■ Work instructions:
Each line below with the word "function" needs to be copied.

■ Record set:
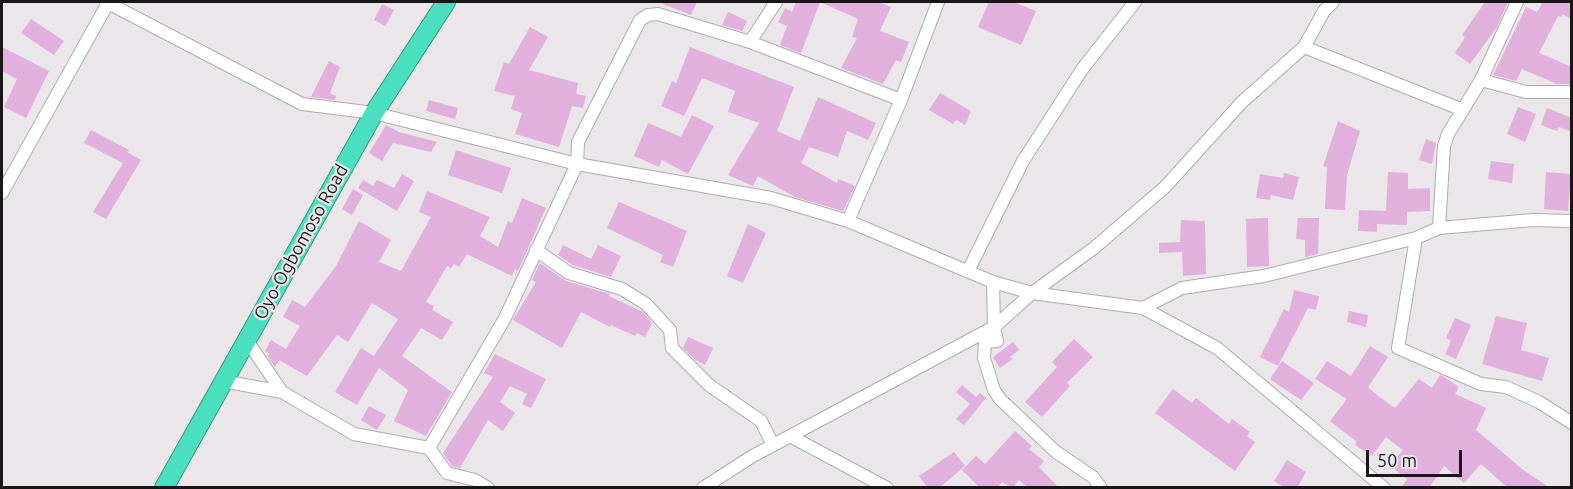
<!DOCTYPE html>
<html>
<head>
<meta charset="utf-8">
<style>
  body { margin:0 }
  #map { position:relative; width:1573px; height:489px; overflow:hidden; background:#eae6ea; font-family:Ubuntu,sans-serif }
  canvas { display:block }
  .frame { position:absolute; inset:0; border:3px solid #181617; pointer-events:none }
  .scale { position:absolute; left:1366px; top:450px; width:96px; height:27px; box-sizing:border-box; border:3px solid #181617; border-top:0; padding-left:8px; font-size:18px; line-height:21px; white-space:nowrap; color:#181617; -webkit-text-stroke:4px #eae6ea; paint-order:stroke }
</style>
</head>
<body>
<div id="map">
<canvas width="1573" height="489"></canvas>
<div class="frame"></div>
<div class="scale">50 m</div>
</div>
<script>
const ctx = document.querySelector('canvas').getContext('2d');
ctx.lineJoin = 'round';
function fillPath(path, color) {
  ctx.fillStyle = color;
  ctx.fill(path, 'evenodd');
}
function toPath(rows) {
  const path = new Path2D();
  for (const r of rows) {
    path.moveTo(r[0], r[1]);
    for (let i = 2; i < r.length; i += 2) path.lineTo(r[i], r[i + 1]);
  }
  return path;
}
function strokePath(path, color, width, dash) {
  ctx.strokeStyle = color;
  ctx.lineWidth = width;
  ctx.lineCap = dash ? 'butt' : 'round';
  ctx.setLineDash(dash || []);
  ctx.stroke(path);
}
function label(font, color, halo, rows, align = 'center') {
  ctx.font = font + ' Ubuntu,sans-serif';
  ctx.lineWidth = 4.5;
  ctx.setLineDash([]);
  ctx.textBaseline = 'middle';
  ctx.strokeStyle = halo;
  ctx.fillStyle = color;
  for (const [text, x, y, turn = 0] of rows) {
    ctx.save();
    ctx.translate(x, y);
    ctx.rotate((+turn || 0) * Math.PI / 180);
    ctx.textAlign = isNaN(turn) ? turn : align;
    if (halo) ctx.strokeText(text, 0, 0);
    ctx.fillText(text, 0, 0);
    ctx.restore();
  }
}
const building = toPath([
  [658,2,697,2,691,15],
  [796,2,878,2,891,7,880,31,909,42,901,62,896,60,883,84,841,68,857,38,852,37,858,19,820,2,801,53,780,45,787,26,778,22,785,8,792,12],
  [989,2,1014,2,1036,11,1021,45,978,27],
  [1485,2,1508,2,1497,27,1470,64,1455,53,1465,37,1462,35],
  [1543,2,1566,2,1572,5,1572,20,1563,14,1561,17,1558,16,1539,53,1572,67,1572,84,1557,84,1522,69,1516,81,1493,75,1526,7,1537,12],
  [382,4,394,10,385,26,374,20],
  [728,12,747,21,742,31,722,25],
  [31,19,64,41,54,55,21,33],
  [530,27,548,37,529,70,578,83,576,94,586,96,583,108,572,106,559,147,515,134,522,113,511,109,515,96,494,91,504,62,509,64],
  [2,47,49,71,26,118,4,107,17,79,2,71],
  [690,47,794,87,777,131,800,141,818,97,876,123,868,140,847,131,838,157,809,147,801,163,837,183,838,179,855,186,843,211,795,197,758,176,753,186,728,175,759,123,728,112,735,91,702,78,684,116,661,106,672,81,676,83],
  [329,61,340,67,330,93,336,96,335,100,311,97],
  [940,93,971,111,965,125,956,120,953,124,929,110],
  [429,100,458,108,455,119,426,111],
  [1518,107,1536,114,1525,142,1507,134],
  [1547,108,1572,118,1572,132,1559,127,1557,131,1541,125],
  [692,115,714,126,688,174,662,160,659,167,634,156,648,123,681,137],
  [1338,121,1360,131,1347,175,1345,210,1325,209,1327,167,1323,166],
  [386,125,399,132,437,142,431,152,393,143,382,161,369,153],
  [91,130,129,150,127,152,141,160,106,219,93,212,123,163,84,143],
  [1426,139,1436,143,1432,164,1419,160],
  [456,150,511,168,502,193,448,175],
  [1491,161,1514,164,1512,183,1488,179],
  [1388,172,1408,173,1408,189,1430,188,1430,211,1407,212,1407,225,1377,224,1377,232,1358,231,1359,210,1386,211],
  [1546,172,1571,174,1568,211,1544,209],
  [1284,173,1299,177,1293,200,1271,195,1270,200,1256,198,1260,174,1283,178],
  [402,174,414,181,397,211,358,188,363,180,373,186,377,180,394,188],
  [353,189,363,195,352,215,342,209],
  [427,191,490,217,480,236,498,247,508,221,512,223,522,198,546,208,518,271,515,269,512,276,467,254,459,267,454,264,451,268,447,266,426,302,434,306,432,310,453,322,442,340,421,328,402,356,452,392,426,436,394,421,408,390,379,368,357,405,335,392,361,348,374,356,398,319,372,303,348,342,337,335,307,376,279,360,275,367,268,357,270,354,265,351,271,340,286,349,300,326,283,317,292,300,305,307,336,266,359,221,391,240,379,262,401,271,431,217,419,212],
  [619,202,687,231,673,267,660,262,663,255,607,228],
  [1268,218,1269,266,1247,267,1246,219],
  [1298,218,1319,218,1318,254,1305,257,1305,240,1296,239],
  [1181,220,1205,221,1206,274,1183,276,1182,252,1159,253,1159,243,1180,242],
  [748,224,766,233,743,283,727,276],
  [563,245,591,259,598,245,621,256,611,277,573,265,558,255],
  [540,263,566,281,610,294,609,296,643,312,652,323,645,337,637,333,635,336,611,325,610,327,581,312,562,348,513,320,536,282,532,280],
  [1294,290,1319,296,1316,310,1308,308,1278,366,1260,357,1284,309,1289,312],
  [1349,311,1368,315,1366,327,1347,322],
  [1496,316,1527,323,1521,350,1549,358,1542,381,1482,364],
  [1455,318,1471,325,1456,359,1445,354,1451,341,1446,338],
  [688,337,713,348,705,365,696,360,683,348],
  [1074,339,1093,357,1067,383,1070,386,1042,417,1025,402,1057,367,1052,362],
  [1013,342,1019,350,1010,357,1013,359,1000,368,993,357],
  [1370,346,1388,357,1368,387,1378,396,1395,408,1419,379,1432,388,1440,375,1444,377,1459,387,1455,394,1486,408,1476,430,1522,469,1550,488,1508,488,1481,464,1464,483,1444,466,1429,488,1401,488,1407,479,1390,466,1403,450,1386,437,1372,456,1355,445,1357,442,1330,421,1347,399,1315,379,1327,361,1351,376],
  [495,354,546,379,531,408,522,404,527,394,510,386,500,402,515,413,503,431,488,420,460,468,452,466,443,453,493,377,484,373],
  [1282,361,1314,383,1301,400,1270,379],
  [962,385,976,397,980,393,986,398,964,425,956,419,970,404,956,392],
  [1173,389,1192,403,1196,398,1229,424,1232,419,1250,432,1247,436,1255,442,1235,471,1155,413],
  [369,406,386,415,377,430,361,420],
  [1015,431,1032,446,1029,449,1044,461,1039,467,1059,488,1028,488,1019,480,1013,488,1002,482,997,488,980,488,962,470,976,456,985,464],
  [954,452,965,466,939,488,928,488,919,476],
  [1287,460,1306,472,1297,488,1285,488,1274,481]
]);
const minor = toPath([
  [106,2,302,104,374,113,577,164,771,198,848,221,993,282,1032,293,1143,308,1217,348,1384,488],
  [750,42,776,2],
  [1304,47,1463,110],
  [1481,80,1526,92,1572,92],
  [2,193,108,3],
  [848,221,901,100,938,2],
  [1439,228,1444,146,1448,134,1481,80,1517,2],
  [1416,238,1398,348,1481,384,1506,387,1539,402,1572,423],
  [536,250,569,273,622,289,646,304,670,330,672,348,709,385,761,421,773,445],
  [968,271,1023,161,1083,68,1135,2],
  [993,282,994,327,997,341,985,342,984,358,994,390,1000,399,1056,452,1093,477,1101,488],
  [1143,308,1182,288,1264,276,1416,238,1439,228,1533,220,1572,221],
  [246,339,282,392],
  [223,381,282,392,354,434,429,448,447,473,475,480,488,488],
  [790,436,887,488],
  [429,448,505,318,577,164,578,142,640,20,648,15,658,14,750,42,901,100],
  [703,488,751,457,994,327,1032,293,1094,248,1165,187,1242,102,1304,47,1324,11,1333,2]
]);
const highway = toPath([
  [164,488,374,113,446,2]
]);
const streetNames = [
  ["Oyo-Ogbomoso Road",301,242,-61]
];
fillPath(building, '#e1b0dc');
strokePath(minor, '#afacaf', 14);
strokePath(highway, '#389984', 20);
strokePath(minor, '#fff', 12);
strokePath(highway, '#49dfbf', 18);
label('18px', '#181617', '#eae6ea', streetNames);
</script>
</body>
</html>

■ Exercise output:
function fillPath(path, color) {
function toPath(rows) {
function strokePath(path, color, width, dash) {
function label(font, color, halo, rows, align = 'center') {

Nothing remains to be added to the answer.